> _WORK REQUEST_: Your copy should match the listing word for word, apart from the pictures, which are left out.

[Opening INPUT DATA section]

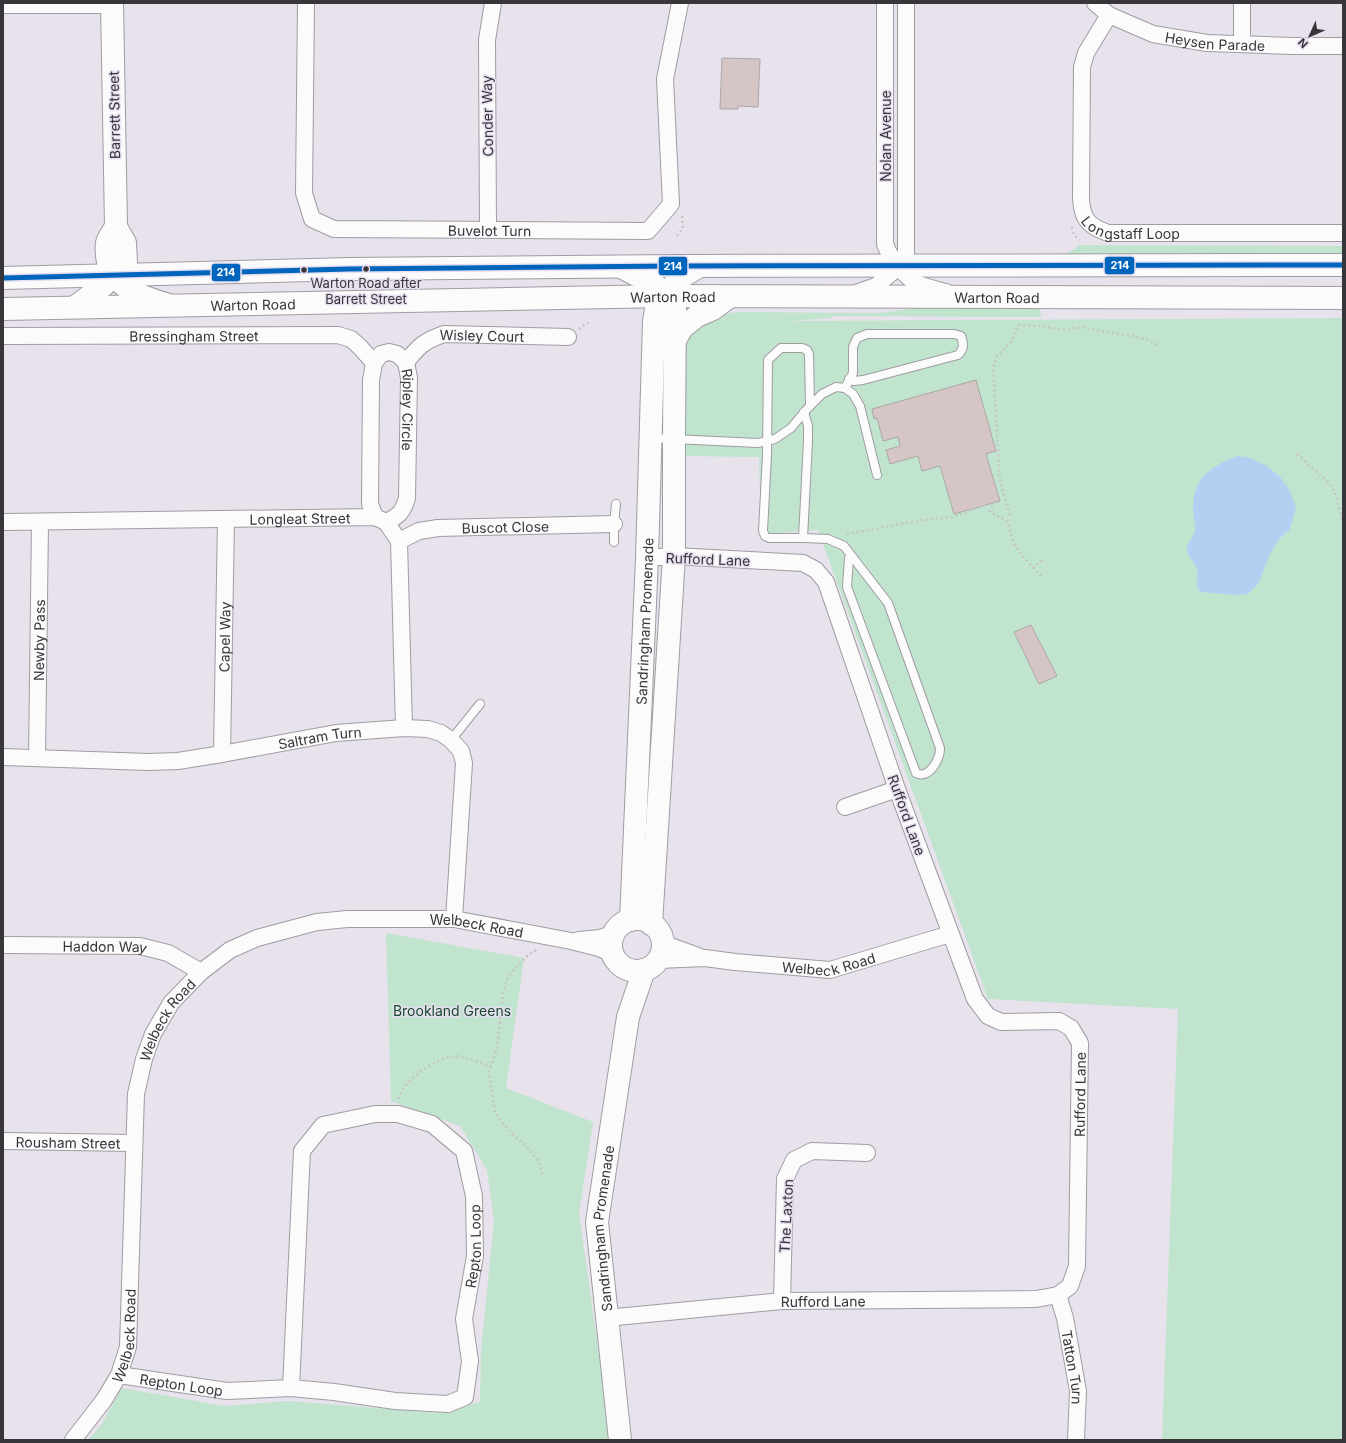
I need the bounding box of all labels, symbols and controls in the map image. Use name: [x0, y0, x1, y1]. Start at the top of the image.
north arrow: [1290, 16, 1330, 56]
street label: Heysen Parade: [1164, 28, 1265, 54]
text: N: [1295, 35, 1311, 51]
street label: Barrett Street: [105, 70, 123, 159]
street label: Conder Way: [478, 75, 496, 157]
street label: Nolan Avenue: [877, 90, 894, 182]
street label: Longstaff Loop: [1078, 212, 1180, 242]
street label: Buvelot Turn: [448, 221, 531, 239]
line badge: 214: [658, 256, 688, 276]
line badge: 214: [1104, 256, 1135, 275]
text: 214: [1110, 258, 1130, 272]
text: 214: [663, 259, 683, 273]
line badge: 214: [211, 263, 241, 282]
marker: Warton Road after Barrett Street: [361, 264, 371, 274]
text: 214: [216, 265, 236, 279]
unlabelled marker: [299, 265, 309, 275]
place label: Warton Road after Barrett Street: [310, 275, 422, 307]
street label: Warton Road: [630, 287, 716, 305]
street label: Warton Road: [954, 288, 1040, 306]
street label: Warton Road: [210, 295, 296, 313]
street label: Wisley Court: [439, 325, 525, 344]
street label: Bressingham Street: [129, 327, 259, 344]
street label: Ripley Circle: [399, 367, 418, 451]
street label: Longleat Street: [249, 509, 351, 527]
street label: Buscot Close: [462, 517, 549, 536]
street label: Sandringham Promenade: [632, 537, 656, 705]
street label: Rufford Lane: [665, 549, 751, 569]
street label: Newby Pass: [29, 599, 48, 681]
street label: Capel Way: [215, 601, 233, 673]
street label: Saltram Turn: [277, 723, 362, 752]
street label: Rufford Lane: [885, 772, 929, 858]
street label: Welbeck Road: [430, 911, 525, 940]
street label: Haddon Way: [63, 937, 149, 956]
street label: Welbeck Road: [781, 948, 877, 979]
street label: Welbeck Road: [135, 975, 199, 1063]
park label: Brookland Greens: [393, 1002, 511, 1019]
street label: Rufford Lane: [1070, 1052, 1088, 1137]
street label: Rousham Street: [15, 1133, 121, 1151]
street label: Sandringham Promenade: [588, 1144, 617, 1312]
street label: The Laxton: [776, 1178, 796, 1254]
street label: Repton Loop: [461, 1204, 484, 1289]
street label: Welbeck Road: [108, 1289, 138, 1386]
street label: Rufford Lane: [781, 1292, 866, 1310]
street label: Tatton Turn: [1059, 1329, 1087, 1405]
street label: Repton Loop: [139, 1370, 224, 1399]

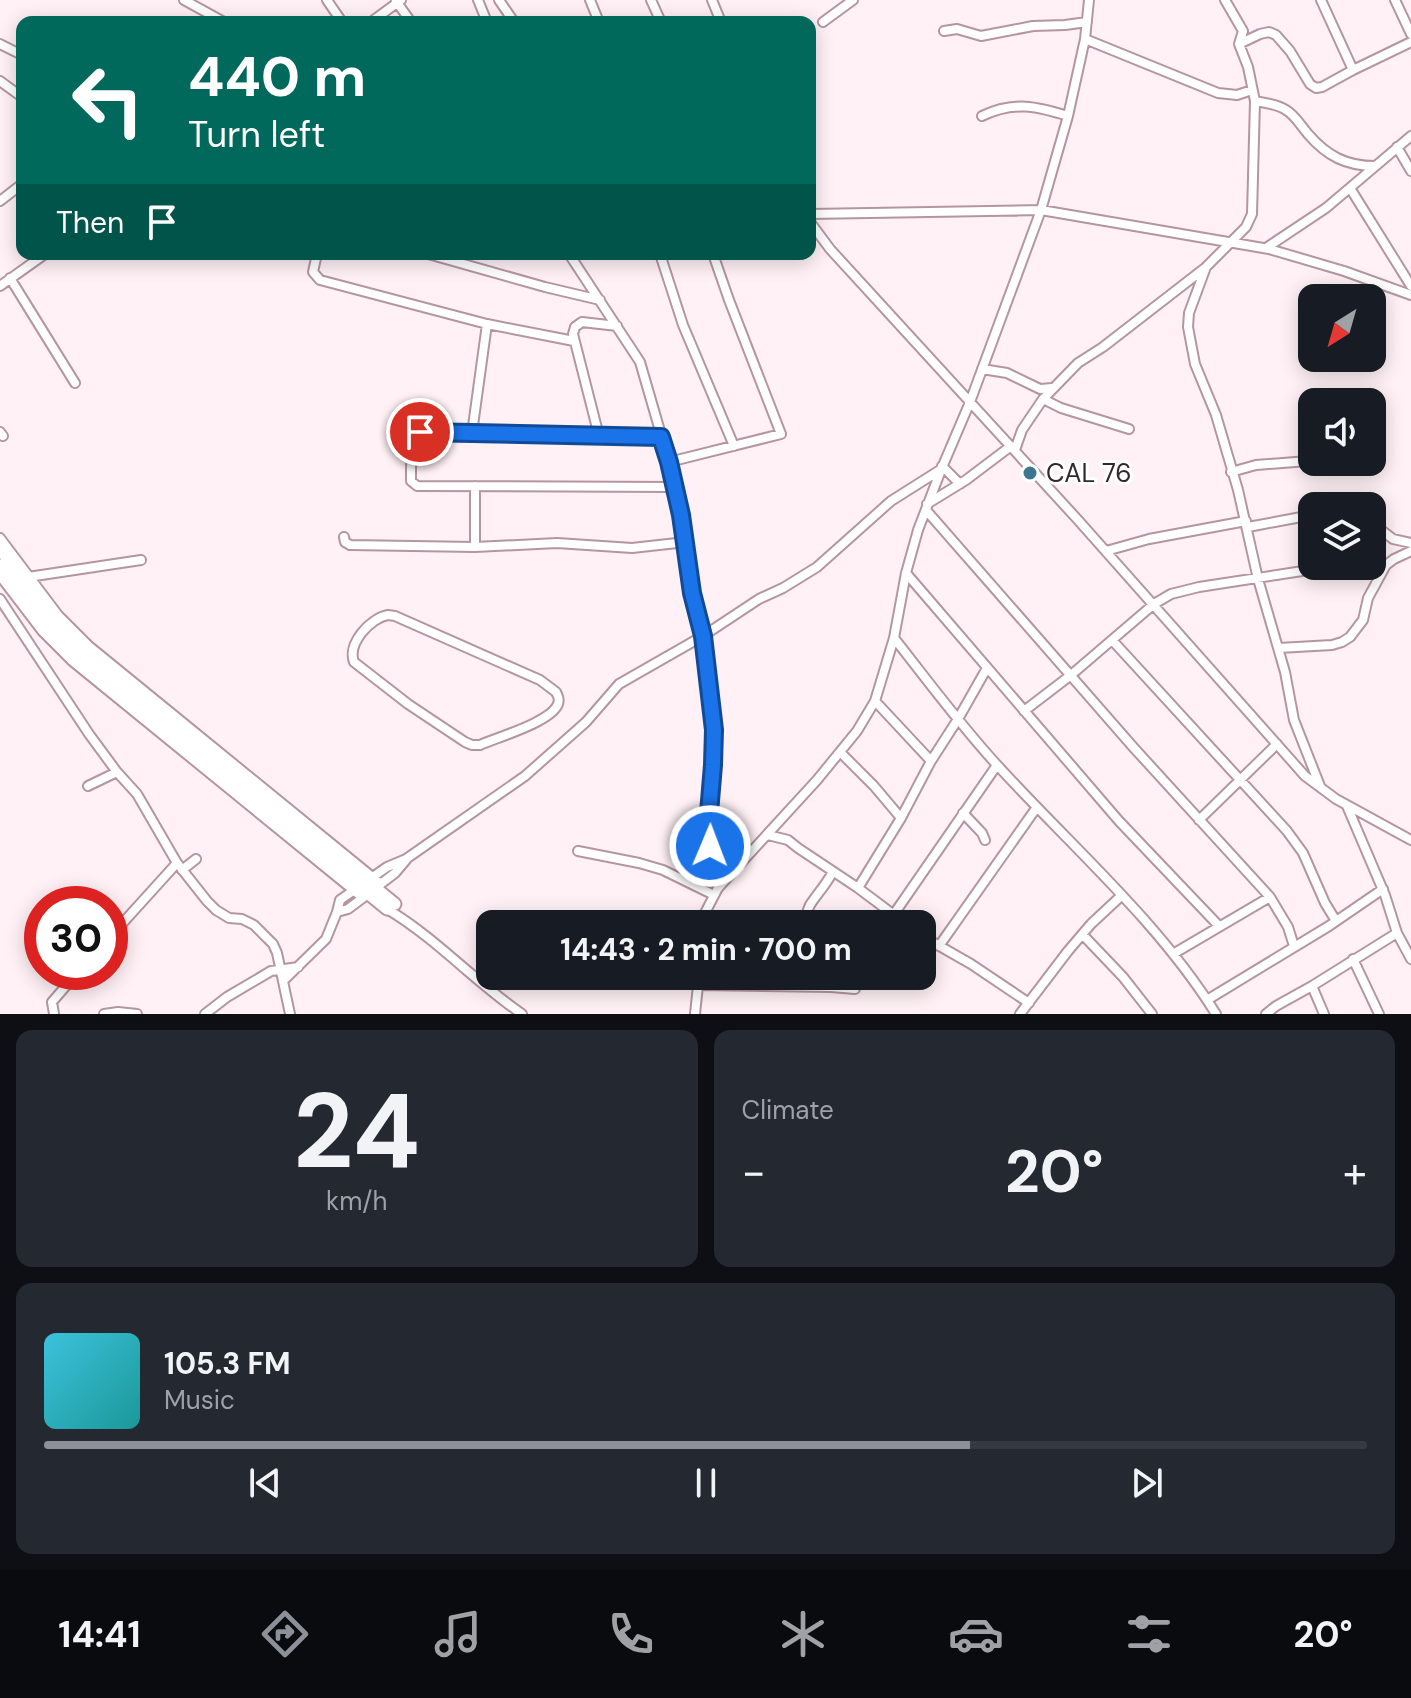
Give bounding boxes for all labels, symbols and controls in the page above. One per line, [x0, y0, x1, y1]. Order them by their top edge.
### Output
text: 440 m [188, 40, 366, 113]
icon: left [56, 48, 160, 152]
text: Turn left [188, 111, 325, 158]
icon: arrive [140, 200, 184, 244]
text: Then [56, 203, 124, 242]
north arrow [1298, 284, 1386, 372]
map controls [1298, 284, 1386, 580]
button: sound [1298, 388, 1386, 476]
pin [386, 398, 454, 466]
icon: arrive [398, 410, 442, 454]
place label: CAL 76 [1046, 456, 1132, 490]
marker: CAL 76 [1021, 464, 1039, 482]
button: layers [1298, 492, 1386, 580]
position arrow [668, 804, 752, 888]
speed limit sign: 30 [24, 886, 128, 990]
text: 14:43 · 2 min · 700 m [560, 930, 852, 969]
text: 24 [293, 1064, 420, 1199]
text: Climate [742, 1093, 834, 1127]
text: 20° [1005, 1132, 1103, 1211]
text: − [742, 1143, 766, 1201]
text: + [1343, 1143, 1367, 1201]
text: km/h [326, 1184, 387, 1218]
text: 105.3 FM [164, 1344, 291, 1383]
text: Music [164, 1383, 235, 1417]
icon: previous [243, 1461, 287, 1505]
icon: pause [684, 1461, 728, 1505]
icon: next [1125, 1461, 1169, 1505]
icon: directions [257, 1606, 313, 1662]
icon: music [430, 1606, 486, 1662]
icon: phone [603, 1606, 659, 1662]
icon: climate [775, 1606, 831, 1662]
icon: car [948, 1606, 1004, 1662]
icon: filters [1121, 1606, 1177, 1662]
text: 14:41 [58, 1611, 141, 1658]
text: 20° [1294, 1611, 1353, 1658]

[Closing INPUT DATA section]

> _RESULT_:
I need the bounding box of all labels, symbols and controls in the map image. Use name: [x0, y0, x1, y1]. Start at the top of the image.
north arrow: [1290, 16, 1330, 56]
street label: Heysen Parade: [1164, 28, 1265, 54]
text: N: [1295, 35, 1311, 51]
street label: Barrett Street: [105, 70, 123, 159]
street label: Conder Way: [478, 75, 496, 157]
street label: Nolan Avenue: [877, 90, 894, 182]
street label: Longstaff Loop: [1078, 212, 1180, 242]
street label: Buvelot Turn: [448, 221, 531, 239]
line badge: 214: [658, 256, 688, 276]
line badge: 214: [1104, 256, 1135, 275]
text: 214: [1110, 258, 1130, 272]
text: 214: [663, 259, 683, 273]
line badge: 214: [211, 263, 241, 282]
marker: Warton Road after Barrett Street: [361, 264, 371, 274]
text: 214: [216, 265, 236, 279]
unlabelled marker: [299, 265, 309, 275]
place label: Warton Road after Barrett Street: [310, 275, 422, 307]
street label: Warton Road: [630, 287, 716, 305]
street label: Warton Road: [954, 288, 1040, 306]
street label: Warton Road: [210, 295, 296, 313]
street label: Wisley Court: [439, 325, 525, 344]
street label: Bressingham Street: [129, 327, 259, 344]
street label: Ripley Circle: [399, 367, 418, 451]
street label: Longleat Street: [249, 509, 351, 527]
street label: Buscot Close: [462, 517, 549, 536]
street label: Sandringham Promenade: [632, 537, 656, 705]
street label: Rufford Lane: [665, 549, 751, 569]
street label: Newby Pass: [29, 599, 48, 681]
street label: Capel Way: [215, 601, 233, 673]
street label: Saltram Turn: [277, 723, 362, 752]
street label: Rufford Lane: [885, 772, 929, 858]
street label: Welbeck Road: [430, 911, 525, 940]
street label: Haddon Way: [63, 937, 149, 956]
street label: Welbeck Road: [781, 948, 877, 979]
street label: Welbeck Road: [135, 975, 199, 1063]
park label: Brookland Greens: [393, 1002, 511, 1019]
street label: Rufford Lane: [1070, 1052, 1088, 1137]
street label: Rousham Street: [15, 1133, 121, 1151]
street label: Sandringham Promenade: [588, 1144, 617, 1312]
street label: The Laxton: [776, 1178, 796, 1254]
street label: Repton Loop: [461, 1204, 484, 1289]
street label: Welbeck Road: [108, 1289, 138, 1386]
street label: Rufford Lane: [781, 1292, 866, 1310]
street label: Tatton Turn: [1059, 1329, 1087, 1405]
street label: Repton Loop: [139, 1370, 224, 1399]

Give bounding boxes for all labels, symbols and controls in the page above. One per line, [x0, y0, x1, y1]. Order them by their top edge.
### Output
text: 440 m [188, 40, 366, 113]
icon: left [56, 48, 160, 152]
text: Turn left [188, 111, 325, 158]
icon: arrive [140, 200, 184, 244]
text: Then [56, 203, 124, 242]
north arrow [1298, 284, 1386, 372]
map controls [1298, 284, 1386, 580]
button: sound [1298, 388, 1386, 476]
pin [386, 398, 454, 466]
icon: arrive [398, 410, 442, 454]
place label: CAL 76 [1046, 456, 1132, 490]
marker: CAL 76 [1021, 464, 1039, 482]
button: layers [1298, 492, 1386, 580]
position arrow [668, 804, 752, 888]
speed limit sign: 30 [24, 886, 128, 990]
text: 14:43 · 2 min · 700 m [560, 930, 852, 969]
text: 24 [293, 1064, 420, 1199]
text: Climate [742, 1093, 834, 1127]
text: 20° [1005, 1132, 1103, 1211]
text: − [742, 1143, 766, 1201]
text: + [1343, 1143, 1367, 1201]
text: km/h [326, 1184, 387, 1218]
text: 105.3 FM [164, 1344, 291, 1383]
text: Music [164, 1383, 235, 1417]
icon: previous [243, 1461, 287, 1505]
icon: pause [684, 1461, 728, 1505]
icon: next [1125, 1461, 1169, 1505]
icon: directions [257, 1606, 313, 1662]
icon: music [430, 1606, 486, 1662]
icon: phone [603, 1606, 659, 1662]
icon: climate [775, 1606, 831, 1662]
icon: car [948, 1606, 1004, 1662]
icon: filters [1121, 1606, 1177, 1662]
text: 14:41 [58, 1611, 141, 1658]
text: 20° [1294, 1611, 1353, 1658]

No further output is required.